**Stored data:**
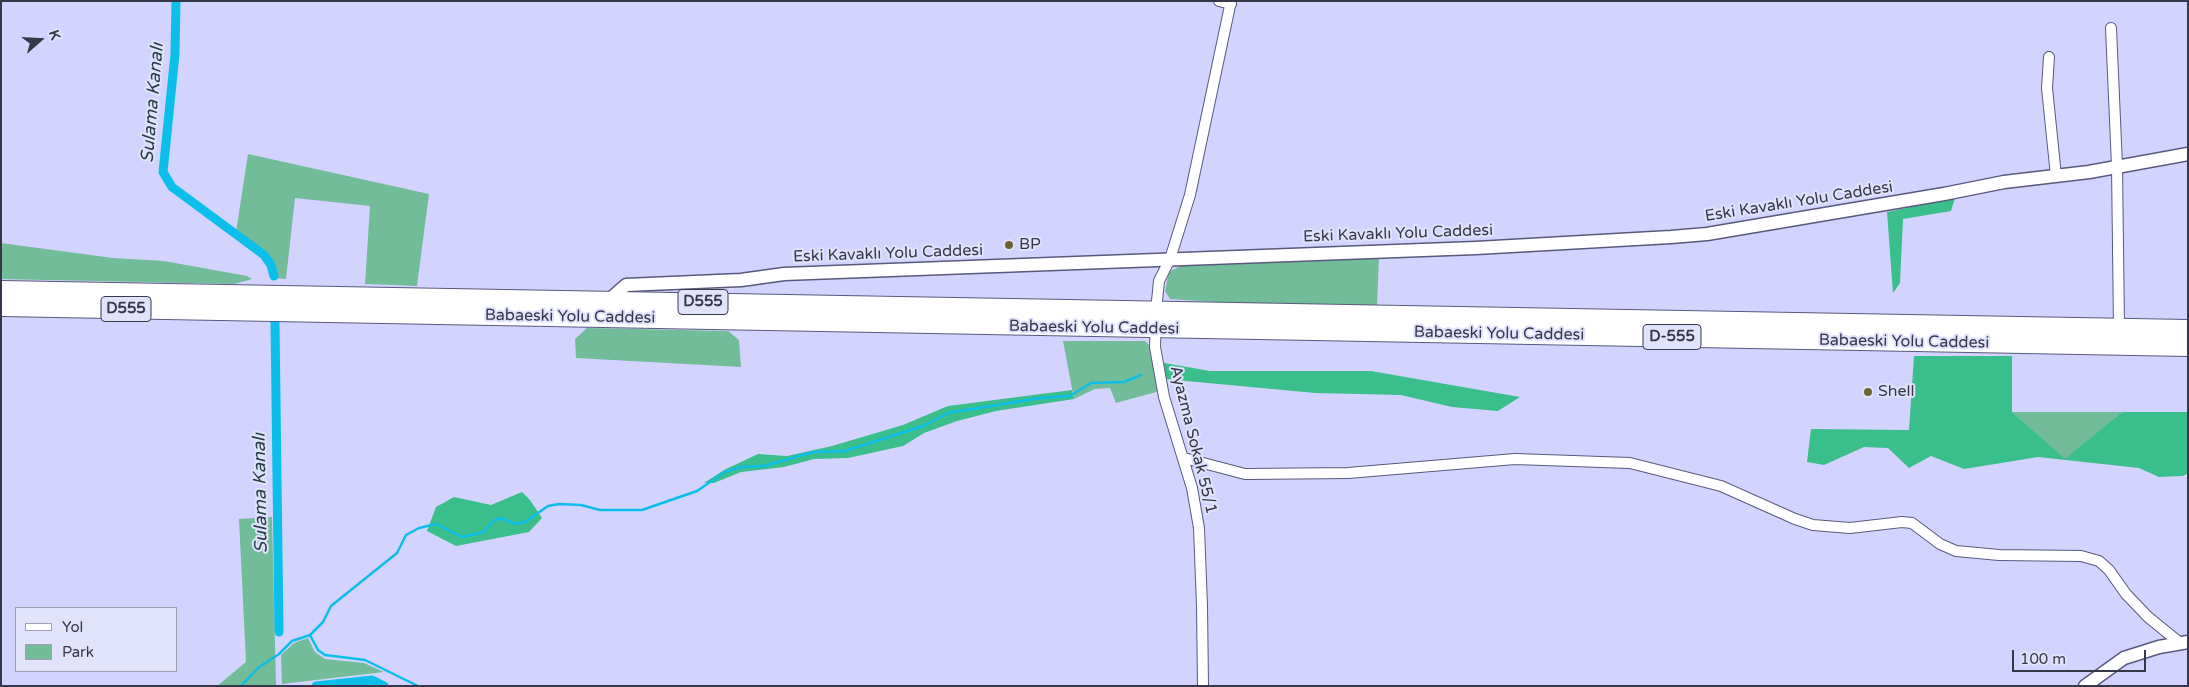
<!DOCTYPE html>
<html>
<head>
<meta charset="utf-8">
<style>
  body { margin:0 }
  #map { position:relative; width:2189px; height:687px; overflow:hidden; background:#d2d4ff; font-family:"Varela Round",sans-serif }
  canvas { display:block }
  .frame { position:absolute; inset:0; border:2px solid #363748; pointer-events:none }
  .legend { position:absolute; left:15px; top:607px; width:162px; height:65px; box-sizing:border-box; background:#e1e3fd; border:1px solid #9d9eb5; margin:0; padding:6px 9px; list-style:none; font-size:15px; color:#363748 }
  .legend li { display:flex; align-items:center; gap:10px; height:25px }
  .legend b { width:25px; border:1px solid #9d9eb5 }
  .north { position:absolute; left:15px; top:15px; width:50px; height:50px; -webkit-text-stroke:4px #e1e3fd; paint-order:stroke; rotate:71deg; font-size:14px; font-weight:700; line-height:20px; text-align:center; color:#363748 }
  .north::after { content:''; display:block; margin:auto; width:18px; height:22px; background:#363748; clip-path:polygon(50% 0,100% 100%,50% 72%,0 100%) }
  .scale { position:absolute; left:2012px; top:650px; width:134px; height:22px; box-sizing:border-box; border:2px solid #363748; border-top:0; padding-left:6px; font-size:15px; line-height:18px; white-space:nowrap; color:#363748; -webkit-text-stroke:4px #e1e3fd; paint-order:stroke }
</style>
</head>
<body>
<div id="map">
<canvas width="2189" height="687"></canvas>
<div class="frame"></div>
<ul class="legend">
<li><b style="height:6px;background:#fff"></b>Yol</li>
<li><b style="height:14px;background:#72bc99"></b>Park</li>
</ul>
<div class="north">K</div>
<div class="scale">100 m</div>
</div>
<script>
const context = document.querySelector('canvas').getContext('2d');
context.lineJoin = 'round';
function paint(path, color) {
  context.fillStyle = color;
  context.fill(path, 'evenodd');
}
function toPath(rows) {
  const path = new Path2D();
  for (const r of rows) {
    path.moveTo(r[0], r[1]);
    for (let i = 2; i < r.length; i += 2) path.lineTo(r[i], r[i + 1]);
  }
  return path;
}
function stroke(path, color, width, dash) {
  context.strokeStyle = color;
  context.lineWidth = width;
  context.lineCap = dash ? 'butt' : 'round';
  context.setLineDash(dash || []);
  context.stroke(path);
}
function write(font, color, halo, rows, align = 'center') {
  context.font = font + ' "Varela Round",sans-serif';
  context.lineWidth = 4;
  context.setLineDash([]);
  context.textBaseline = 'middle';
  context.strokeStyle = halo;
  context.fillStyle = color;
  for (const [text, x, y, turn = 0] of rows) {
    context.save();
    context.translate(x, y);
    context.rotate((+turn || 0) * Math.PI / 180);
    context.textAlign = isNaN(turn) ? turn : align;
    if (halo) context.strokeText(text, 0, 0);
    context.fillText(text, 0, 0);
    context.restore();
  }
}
paint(toPath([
  [248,154,429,194,417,286,365,284,370,206,295,198,286,279,275,278,272,264,265,253,236,232],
  [1,243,113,258,164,261,247,276,252,279,234,284,1,279],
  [1379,257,1377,306,1260,305,1170,299,1165,291,1169,272,1184,264],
  [587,328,728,331,739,340,741,367,576,358,575,339],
  [1063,341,1145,341,1152,348,1160,391,1116,403,1110,388,1095,389,1074,399],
  [2012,412,2122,412,2065,460],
  [272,517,276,686,217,686,246,662,239,519],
  [308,638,315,652,325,659,364,663,384,672,282,684,281,655,294,643]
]), '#72bc99');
paint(toPath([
  [1955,198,1951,211,1903,219,1900,283,1893,293,1887,212],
  [1914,356,2012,356,2012,412,2065,459,2122,412,2188,412,2188,473,2183,476,2159,477,2139,468,2038,457,1964,469,1931,456,1909,468,1888,448,1864,447,1824,465,1807,462,1811,429,1909,430],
  [1164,363,1210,371,1371,371,1520,397,1498,411,1452,407,1401,395,1315,393,1165,379],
  [1072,390,1074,399,996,411,957,421,924,433,903,446,848,458,814,459,784,467,741,472,714,483,704,483,724,470,758,454,787,456,832,446,903,425,948,406],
  [522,492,530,500,542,518,529,532,456,546,427,531,436,507,454,497,491,505]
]), '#3abe8b');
stroke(toPath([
  [310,635,318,650,325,655,365,660,418,686],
  [241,686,258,668,279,654,292,641,310,635,323,622,331,606,397,553,406,535,419,528,436,524,462,537,484,532,493,521,501,518,515,524,525,522,548,506,559,504,581,505,600,510,642,510,697,491,725,472,740,467,764,466,813,452,845,451,923,426,948,413,1040,398,1070,396,1091,383,1124,382,1141,375]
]), '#0cbeea', 2.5);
stroke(toPath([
  [176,1,175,54,163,172,172,187,264,255,271,265,274,276],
  [275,323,279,632],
  [316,686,372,680,384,686]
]), '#0cbeea', 9);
const minor = toPath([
  [1219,1,1231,4],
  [2111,28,2117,166,2119,328],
  [2049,57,2047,88,2056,176],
  [1184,458,1245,474,1348,473,1515,459,1630,463,1721,486,1795,519,1813,525,1850,528,1902,522,1912,523,1940,544,1956,551,1999,555,2081,556,2099,561,2109,570,2126,594,2148,617,2180,643],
  [1203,686,1202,606,1199,528,1192,488,1164,397,1155,347,1156,311,1159,281,1170,259,1190,195,1231,1]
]);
const tertiary = toPath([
  [609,300,626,285,741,280,784,274,1476,248,1671,237,1707,234,1944,194,2004,182,2089,172,2188,154],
  [2085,686,2124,658,2159,647,2188,642]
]);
const trunk = toPath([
  [1,290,2188,329],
  [1,307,2188,347]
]);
stroke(minor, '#58597d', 12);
stroke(tertiary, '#58597d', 15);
stroke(trunk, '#58597d', 20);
stroke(minor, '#fff', 10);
stroke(tertiary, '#fff', 12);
stroke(trunk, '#fff', 18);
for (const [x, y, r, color] of [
  [1009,245,5,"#69632f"],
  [1868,392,5,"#69632f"]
]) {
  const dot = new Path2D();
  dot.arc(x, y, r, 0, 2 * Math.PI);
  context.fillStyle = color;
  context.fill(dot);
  stroke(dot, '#e1e3fd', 2);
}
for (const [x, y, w] of [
  [703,302,50],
  [126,309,50],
  [1672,337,58]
]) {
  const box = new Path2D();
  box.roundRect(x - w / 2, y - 12.5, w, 25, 4);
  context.fillStyle = '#e1e3fd';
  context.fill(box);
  stroke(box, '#363748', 1);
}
write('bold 15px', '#363748', null, [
  ["D555",703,302],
  ["D555",126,309],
  ["D-555",1672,337]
]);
write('16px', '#363748', '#e1e3fd', [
  ["Eski Kavaklı Yolu Caddesi",1799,202,-9],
  ["Eski Kavaklı Yolu Caddesi",1398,234,-2],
  ["Eski Kavaklı Yolu Caddesi",888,254,-2],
  ["Babaeski Yolu Caddesi",570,317,1],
  ["Babaeski Yolu Caddesi",1094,328,1],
  ["Babaeski Yolu Caddesi",1499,334,1],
  ["Babaeski Yolu Caddesi",1904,342,1],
  ["Ayazma Sokak 55/1",1193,440,76]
]);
write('16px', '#363748', '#e1e3fd', [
  ["BP",1019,245],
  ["Shell",1878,392]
], 'left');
write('italic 18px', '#263e47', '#e1e3fd', [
  ["Sulama Kanalı",153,103,-85],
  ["Sulama Kanalı",261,493,-91]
]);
</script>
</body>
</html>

**TASK ITEM:**
Among the entries above, find the line with "for (let i = 2;" and the line with "function write(font, color, halo, rows, align"; give again exactly these two lines and all lines between them.

**TASK RESPONSE:**
    for (let i = 2; i < r.length; i += 2) path.lineTo(r[i], r[i + 1]);
  }
  return path;
}
function stroke(path, color, width, dash) {
  context.strokeStyle = color;
  context.lineWidth = width;
  context.lineCap = dash ? 'butt' : 'round';
  context.setLineDash(dash || []);
  context.stroke(path);
}
function write(font, color, halo, rows, align = 'center') {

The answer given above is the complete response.